* [Exercise brief]
Type again, exactly, the lines below from the start through the line that includes "function fillPath(path, color)".

* [Entries provided]

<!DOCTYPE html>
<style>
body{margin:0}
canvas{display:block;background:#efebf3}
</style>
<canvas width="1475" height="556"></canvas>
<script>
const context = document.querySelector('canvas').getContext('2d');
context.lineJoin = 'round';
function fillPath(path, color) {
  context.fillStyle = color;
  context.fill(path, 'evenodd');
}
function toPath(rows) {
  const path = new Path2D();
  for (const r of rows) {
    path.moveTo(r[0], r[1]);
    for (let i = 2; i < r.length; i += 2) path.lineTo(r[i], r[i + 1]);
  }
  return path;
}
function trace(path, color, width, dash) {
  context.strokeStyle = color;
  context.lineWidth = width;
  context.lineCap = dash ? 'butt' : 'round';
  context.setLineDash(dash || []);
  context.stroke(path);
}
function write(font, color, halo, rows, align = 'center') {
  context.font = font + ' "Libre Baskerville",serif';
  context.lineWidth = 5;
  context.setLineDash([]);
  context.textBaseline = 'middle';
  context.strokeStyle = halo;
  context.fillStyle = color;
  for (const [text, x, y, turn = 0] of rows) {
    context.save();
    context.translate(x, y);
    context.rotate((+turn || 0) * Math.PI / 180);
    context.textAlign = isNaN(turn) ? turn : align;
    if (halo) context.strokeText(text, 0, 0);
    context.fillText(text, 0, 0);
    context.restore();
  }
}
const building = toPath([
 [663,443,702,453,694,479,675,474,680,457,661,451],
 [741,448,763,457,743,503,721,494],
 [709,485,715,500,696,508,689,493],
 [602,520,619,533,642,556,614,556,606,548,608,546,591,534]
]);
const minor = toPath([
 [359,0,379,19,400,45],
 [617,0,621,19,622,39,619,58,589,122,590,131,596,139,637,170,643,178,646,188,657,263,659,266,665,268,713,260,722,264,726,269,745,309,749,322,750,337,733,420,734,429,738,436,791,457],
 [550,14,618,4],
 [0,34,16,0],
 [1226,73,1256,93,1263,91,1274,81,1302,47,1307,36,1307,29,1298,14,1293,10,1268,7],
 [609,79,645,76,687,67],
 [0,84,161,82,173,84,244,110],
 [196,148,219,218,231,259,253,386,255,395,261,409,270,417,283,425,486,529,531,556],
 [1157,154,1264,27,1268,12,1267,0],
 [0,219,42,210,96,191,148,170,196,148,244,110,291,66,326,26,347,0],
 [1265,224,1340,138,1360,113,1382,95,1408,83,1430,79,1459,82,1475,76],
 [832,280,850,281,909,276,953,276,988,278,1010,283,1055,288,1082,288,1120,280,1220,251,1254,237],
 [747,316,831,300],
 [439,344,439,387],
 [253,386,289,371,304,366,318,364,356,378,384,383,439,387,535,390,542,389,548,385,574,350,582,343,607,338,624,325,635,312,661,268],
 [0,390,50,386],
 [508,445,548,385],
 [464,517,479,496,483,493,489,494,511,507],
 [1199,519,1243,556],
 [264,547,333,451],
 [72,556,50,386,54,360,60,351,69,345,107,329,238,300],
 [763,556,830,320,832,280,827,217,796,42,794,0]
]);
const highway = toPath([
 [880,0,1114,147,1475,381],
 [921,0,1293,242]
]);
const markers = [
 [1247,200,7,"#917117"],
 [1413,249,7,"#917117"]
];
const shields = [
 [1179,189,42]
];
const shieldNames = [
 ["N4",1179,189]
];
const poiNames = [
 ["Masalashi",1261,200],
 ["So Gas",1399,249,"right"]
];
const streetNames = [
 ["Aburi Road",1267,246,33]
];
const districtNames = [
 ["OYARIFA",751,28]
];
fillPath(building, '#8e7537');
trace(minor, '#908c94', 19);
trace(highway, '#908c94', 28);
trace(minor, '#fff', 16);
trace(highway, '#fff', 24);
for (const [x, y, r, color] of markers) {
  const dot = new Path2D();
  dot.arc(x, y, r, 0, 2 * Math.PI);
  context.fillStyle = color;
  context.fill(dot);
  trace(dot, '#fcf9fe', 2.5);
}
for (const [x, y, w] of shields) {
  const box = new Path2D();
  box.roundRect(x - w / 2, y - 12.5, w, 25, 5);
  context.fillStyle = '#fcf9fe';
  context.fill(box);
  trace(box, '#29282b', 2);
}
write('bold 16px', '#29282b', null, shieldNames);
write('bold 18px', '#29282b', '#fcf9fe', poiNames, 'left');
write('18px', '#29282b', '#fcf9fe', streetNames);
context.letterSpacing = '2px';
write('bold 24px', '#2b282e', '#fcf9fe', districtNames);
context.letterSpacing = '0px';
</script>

* [Result of the task]
<!DOCTYPE html>
<style>
body{margin:0}
canvas{display:block;background:#efebf3}
</style>
<canvas width="1475" height="556"></canvas>
<script>
const context = document.querySelector('canvas').getContext('2d');
context.lineJoin = 'round';
function fillPath(path, color) {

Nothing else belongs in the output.